BEGIN DATA PROVIDED
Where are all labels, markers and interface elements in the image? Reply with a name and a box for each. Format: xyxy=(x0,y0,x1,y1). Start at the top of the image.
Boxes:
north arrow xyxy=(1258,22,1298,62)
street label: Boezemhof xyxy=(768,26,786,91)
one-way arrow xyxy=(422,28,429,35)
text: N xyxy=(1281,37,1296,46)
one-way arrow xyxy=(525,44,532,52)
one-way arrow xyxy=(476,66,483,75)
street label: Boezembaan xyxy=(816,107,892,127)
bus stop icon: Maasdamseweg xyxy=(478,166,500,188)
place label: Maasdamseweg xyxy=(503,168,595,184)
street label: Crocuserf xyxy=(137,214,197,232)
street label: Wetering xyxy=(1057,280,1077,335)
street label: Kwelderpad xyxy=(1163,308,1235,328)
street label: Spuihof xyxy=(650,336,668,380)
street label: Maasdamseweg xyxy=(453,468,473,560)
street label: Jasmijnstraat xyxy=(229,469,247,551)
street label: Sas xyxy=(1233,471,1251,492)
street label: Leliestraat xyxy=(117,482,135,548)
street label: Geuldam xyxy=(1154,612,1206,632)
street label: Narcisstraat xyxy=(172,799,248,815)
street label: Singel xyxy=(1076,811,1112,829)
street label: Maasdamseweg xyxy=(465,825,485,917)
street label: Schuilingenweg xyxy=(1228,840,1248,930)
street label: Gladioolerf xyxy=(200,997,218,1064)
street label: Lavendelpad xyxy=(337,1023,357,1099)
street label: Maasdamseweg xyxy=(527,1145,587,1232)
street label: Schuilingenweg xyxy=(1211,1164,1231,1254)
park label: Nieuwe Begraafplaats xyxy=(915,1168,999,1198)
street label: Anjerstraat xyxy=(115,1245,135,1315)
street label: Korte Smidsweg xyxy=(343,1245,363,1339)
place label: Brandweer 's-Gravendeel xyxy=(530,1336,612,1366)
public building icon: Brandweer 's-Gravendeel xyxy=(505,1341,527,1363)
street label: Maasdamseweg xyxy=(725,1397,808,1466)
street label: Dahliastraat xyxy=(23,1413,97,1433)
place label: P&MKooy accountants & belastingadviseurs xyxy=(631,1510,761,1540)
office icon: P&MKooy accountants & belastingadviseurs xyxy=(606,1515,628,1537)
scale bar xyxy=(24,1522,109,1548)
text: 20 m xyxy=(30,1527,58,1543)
END DATA PROVIDED
WHAT IS EXPECTED: Set all of the records down again, exactly as they stand.

ANSWER BELOW:
Where are all labels, markers and interface elements in the image? Reply with a name and a box for each. Format: xyxy=(x0,y0,x1,y1). Start at the top of the image.
Boxes:
north arrow xyxy=(1258,22,1298,62)
street label: Boezemhof xyxy=(768,26,786,91)
one-way arrow xyxy=(422,28,429,35)
text: N xyxy=(1281,37,1296,46)
one-way arrow xyxy=(525,44,532,52)
one-way arrow xyxy=(476,66,483,75)
street label: Boezembaan xyxy=(816,107,892,127)
bus stop icon: Maasdamseweg xyxy=(478,166,500,188)
place label: Maasdamseweg xyxy=(503,168,595,184)
street label: Crocuserf xyxy=(137,214,197,232)
street label: Wetering xyxy=(1057,280,1077,335)
street label: Kwelderpad xyxy=(1163,308,1235,328)
street label: Spuihof xyxy=(650,336,668,380)
street label: Maasdamseweg xyxy=(453,468,473,560)
street label: Jasmijnstraat xyxy=(229,469,247,551)
street label: Sas xyxy=(1233,471,1251,492)
street label: Leliestraat xyxy=(117,482,135,548)
street label: Geuldam xyxy=(1154,612,1206,632)
street label: Narcisstraat xyxy=(172,799,248,815)
street label: Singel xyxy=(1076,811,1112,829)
street label: Maasdamseweg xyxy=(465,825,485,917)
street label: Schuilingenweg xyxy=(1228,840,1248,930)
street label: Gladioolerf xyxy=(200,997,218,1064)
street label: Lavendelpad xyxy=(337,1023,357,1099)
street label: Maasdamseweg xyxy=(527,1145,587,1232)
street label: Schuilingenweg xyxy=(1211,1164,1231,1254)
park label: Nieuwe Begraafplaats xyxy=(915,1168,999,1198)
street label: Anjerstraat xyxy=(115,1245,135,1315)
street label: Korte Smidsweg xyxy=(343,1245,363,1339)
place label: Brandweer 's-Gravendeel xyxy=(530,1336,612,1366)
public building icon: Brandweer 's-Gravendeel xyxy=(505,1341,527,1363)
street label: Maasdamseweg xyxy=(725,1397,808,1466)
street label: Dahliastraat xyxy=(23,1413,97,1433)
place label: P&MKooy accountants & belastingadviseurs xyxy=(631,1510,761,1540)
office icon: P&MKooy accountants & belastingadviseurs xyxy=(606,1515,628,1537)
scale bar xyxy=(24,1522,109,1548)
text: 20 m xyxy=(30,1527,58,1543)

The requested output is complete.